Your objective
Scan the listing for the word "BRASIL" and report every line that contains it.

Data
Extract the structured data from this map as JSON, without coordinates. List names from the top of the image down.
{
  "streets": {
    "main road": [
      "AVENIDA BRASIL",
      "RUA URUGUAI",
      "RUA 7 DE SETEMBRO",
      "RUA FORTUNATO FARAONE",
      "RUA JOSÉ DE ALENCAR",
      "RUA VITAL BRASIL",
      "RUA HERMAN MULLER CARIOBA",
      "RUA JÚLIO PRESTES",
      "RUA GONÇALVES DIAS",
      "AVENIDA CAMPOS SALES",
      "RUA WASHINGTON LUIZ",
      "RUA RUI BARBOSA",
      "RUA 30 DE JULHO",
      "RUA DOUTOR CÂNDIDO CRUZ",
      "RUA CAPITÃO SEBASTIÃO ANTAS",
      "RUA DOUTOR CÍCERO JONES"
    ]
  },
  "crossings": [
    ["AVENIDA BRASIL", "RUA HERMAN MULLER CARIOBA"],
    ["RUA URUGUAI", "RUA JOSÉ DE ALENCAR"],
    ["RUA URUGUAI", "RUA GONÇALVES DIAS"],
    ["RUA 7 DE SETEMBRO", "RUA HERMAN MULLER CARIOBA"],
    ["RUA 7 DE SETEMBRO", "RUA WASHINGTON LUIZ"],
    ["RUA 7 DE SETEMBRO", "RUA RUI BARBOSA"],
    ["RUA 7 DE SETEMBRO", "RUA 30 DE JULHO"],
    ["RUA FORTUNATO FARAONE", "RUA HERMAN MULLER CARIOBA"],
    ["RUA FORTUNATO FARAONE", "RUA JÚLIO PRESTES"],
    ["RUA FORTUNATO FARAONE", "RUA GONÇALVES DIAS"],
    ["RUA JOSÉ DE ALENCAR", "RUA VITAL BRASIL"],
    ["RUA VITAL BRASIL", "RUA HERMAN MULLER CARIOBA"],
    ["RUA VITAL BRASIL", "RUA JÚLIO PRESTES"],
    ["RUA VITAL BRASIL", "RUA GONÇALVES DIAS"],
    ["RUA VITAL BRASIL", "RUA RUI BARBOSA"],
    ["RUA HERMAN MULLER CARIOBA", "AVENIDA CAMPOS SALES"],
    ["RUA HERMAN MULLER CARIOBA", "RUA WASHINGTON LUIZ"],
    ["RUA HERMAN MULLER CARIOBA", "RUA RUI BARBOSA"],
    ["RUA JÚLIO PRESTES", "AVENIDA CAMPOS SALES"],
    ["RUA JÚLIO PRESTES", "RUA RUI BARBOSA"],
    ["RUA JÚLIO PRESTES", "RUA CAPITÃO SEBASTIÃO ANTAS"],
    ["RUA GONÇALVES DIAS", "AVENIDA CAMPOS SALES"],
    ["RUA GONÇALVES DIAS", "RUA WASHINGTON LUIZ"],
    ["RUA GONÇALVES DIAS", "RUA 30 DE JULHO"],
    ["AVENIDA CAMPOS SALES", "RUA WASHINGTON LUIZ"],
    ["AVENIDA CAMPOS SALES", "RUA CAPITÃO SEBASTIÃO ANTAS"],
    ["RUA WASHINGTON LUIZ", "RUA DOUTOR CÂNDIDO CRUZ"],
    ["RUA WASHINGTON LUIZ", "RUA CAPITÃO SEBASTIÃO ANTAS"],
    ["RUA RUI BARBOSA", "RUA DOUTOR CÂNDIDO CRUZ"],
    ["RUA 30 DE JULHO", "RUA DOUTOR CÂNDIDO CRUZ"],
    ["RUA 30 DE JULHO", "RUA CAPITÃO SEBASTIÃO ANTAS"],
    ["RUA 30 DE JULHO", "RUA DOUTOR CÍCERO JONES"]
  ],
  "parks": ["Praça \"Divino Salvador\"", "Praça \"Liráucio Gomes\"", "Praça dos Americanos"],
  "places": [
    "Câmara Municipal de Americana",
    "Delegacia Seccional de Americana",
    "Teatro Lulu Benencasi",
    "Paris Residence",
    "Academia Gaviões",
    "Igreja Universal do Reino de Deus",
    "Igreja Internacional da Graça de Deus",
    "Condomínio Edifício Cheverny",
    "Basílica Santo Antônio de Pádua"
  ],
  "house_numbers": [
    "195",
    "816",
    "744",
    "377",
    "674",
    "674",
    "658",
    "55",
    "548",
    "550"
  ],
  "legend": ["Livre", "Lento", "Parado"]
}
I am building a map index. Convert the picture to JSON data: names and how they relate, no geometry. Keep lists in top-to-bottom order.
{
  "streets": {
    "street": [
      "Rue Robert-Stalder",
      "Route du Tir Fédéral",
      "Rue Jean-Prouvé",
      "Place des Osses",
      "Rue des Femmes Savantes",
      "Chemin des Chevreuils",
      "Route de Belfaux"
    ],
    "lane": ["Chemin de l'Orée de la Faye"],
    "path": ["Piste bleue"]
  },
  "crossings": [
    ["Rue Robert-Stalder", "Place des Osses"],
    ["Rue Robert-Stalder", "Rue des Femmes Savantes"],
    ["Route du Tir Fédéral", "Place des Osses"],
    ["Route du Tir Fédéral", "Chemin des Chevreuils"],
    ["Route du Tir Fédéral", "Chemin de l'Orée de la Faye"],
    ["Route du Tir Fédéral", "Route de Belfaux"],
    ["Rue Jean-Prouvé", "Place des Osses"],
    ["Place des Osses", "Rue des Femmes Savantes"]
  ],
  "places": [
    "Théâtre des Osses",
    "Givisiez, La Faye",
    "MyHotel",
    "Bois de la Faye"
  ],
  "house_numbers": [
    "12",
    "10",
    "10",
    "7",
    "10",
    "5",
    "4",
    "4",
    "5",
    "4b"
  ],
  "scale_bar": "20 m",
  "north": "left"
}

Result
      "AVENIDA BRASIL",
      "RUA VITAL BRASIL",
    ["AVENIDA BRASIL", "RUA HERMAN MULLER CARIOBA"],
    ["RUA JOSÉ DE ALENCAR", "RUA VITAL BRASIL"],
    ["RUA VITAL BRASIL", "RUA HERMAN MULLER CARIOBA"],
    ["RUA VITAL BRASIL", "RUA JÚLIO PRESTES"],
    ["RUA VITAL BRASIL", "RUA GONÇALVES DIAS"],
    ["RUA VITAL BRASIL", "RUA RUI BARBOSA"],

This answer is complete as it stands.